Start of Collected material

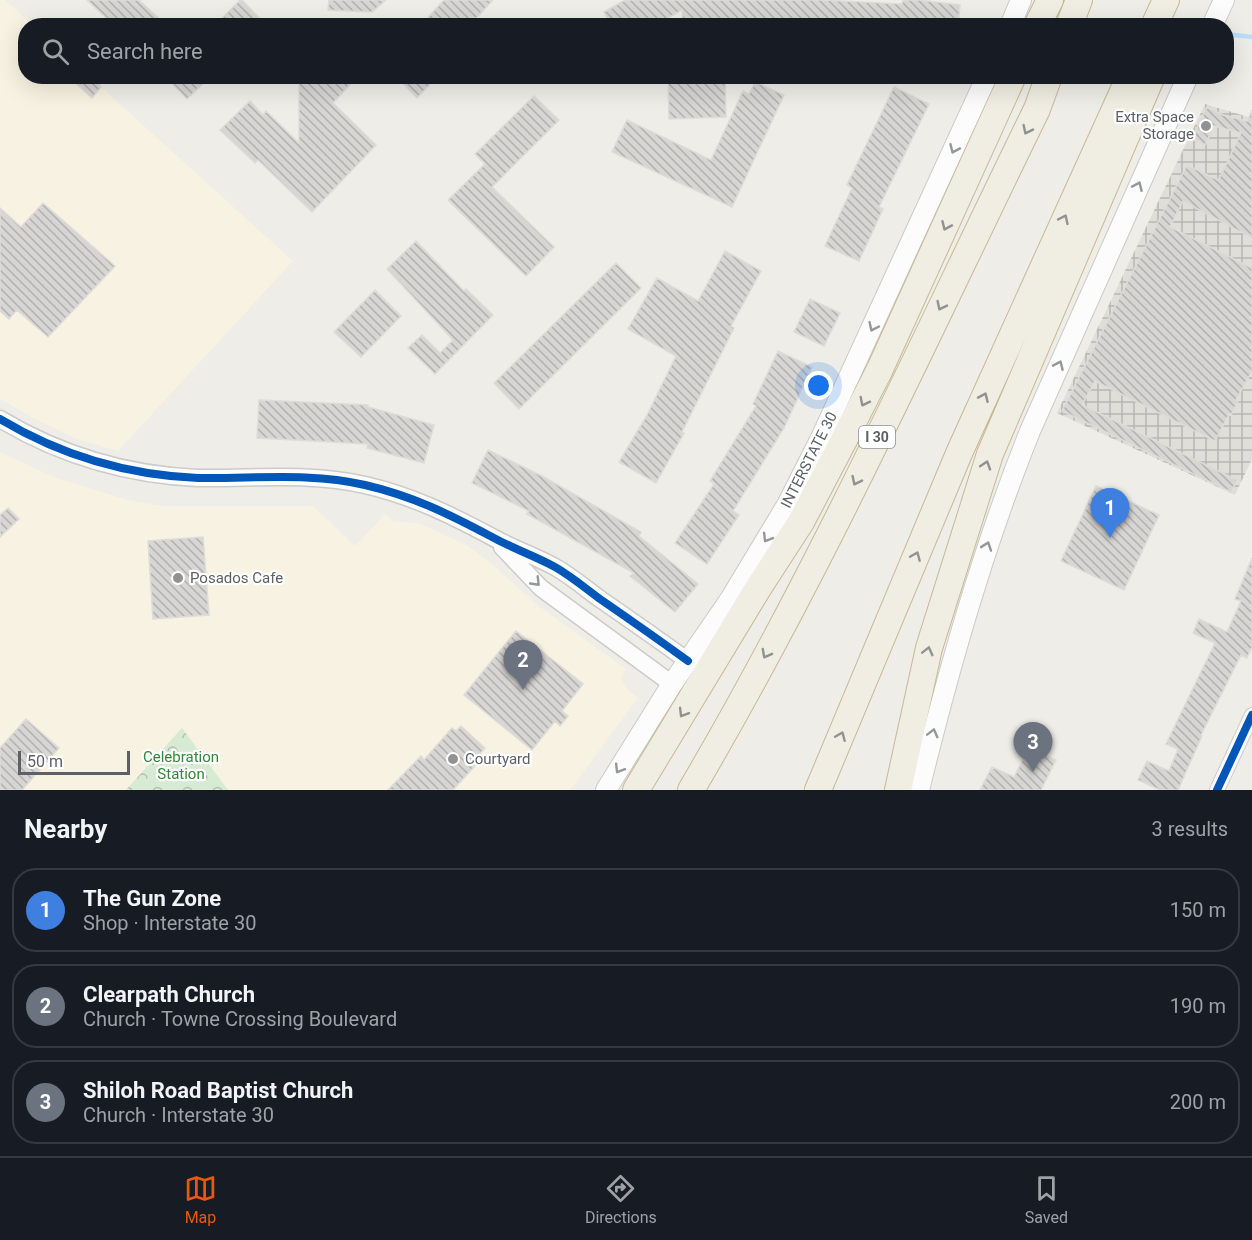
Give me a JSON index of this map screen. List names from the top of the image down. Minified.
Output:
{"streets":{"highway":["I 30"],"main road":["INTERSTATE 30"]},"one_way":["INTERSTATE 30"],"parks":["Celebration Station"],"places":["Extra Space Storage","Posados Cafe","Courtyard"],"scale_bar":"50 m","page":{"search":"Search here","pins":["1","2","3"],"scale":"50 m","heading":["Nearby","3 results"],"list":[{"mark":"1","name":"The Gun Zone","note":"Shop · Interstate 30","value":"150 m"},{"mark":"2","name":"Clearpath Church","note":"Church · Towne Crossing Boulevard","value":"190 m"},{"mark":"3","name":"Shiloh Road Baptist Church","note":"Church · Interstate 30","value":"200 m"}],"nav":["Map","Directions","Saved"]}}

End of Collected material

### Problem to work on
Restate the data above word for word, omitting every picture.

### Reply to the exercise
Give me a JSON index of this map screen. List names from the top of the image down. Minified.
Output:
{"streets":{"highway":["I 30"],"main road":["INTERSTATE 30"]},"one_way":["INTERSTATE 30"],"parks":["Celebration Station"],"places":["Extra Space Storage","Posados Cafe","Courtyard"],"scale_bar":"50 m","page":{"search":"Search here","pins":["1","2","3"],"scale":"50 m","heading":["Nearby","3 results"],"list":[{"mark":"1","name":"The Gun Zone","note":"Shop · Interstate 30","value":"150 m"},{"mark":"2","name":"Clearpath Church","note":"Church · Towne Crossing Boulevard","value":"190 m"},{"mark":"3","name":"Shiloh Road Baptist Church","note":"Church · Interstate 30","value":"200 m"}],"nav":["Map","Directions","Saved"]}}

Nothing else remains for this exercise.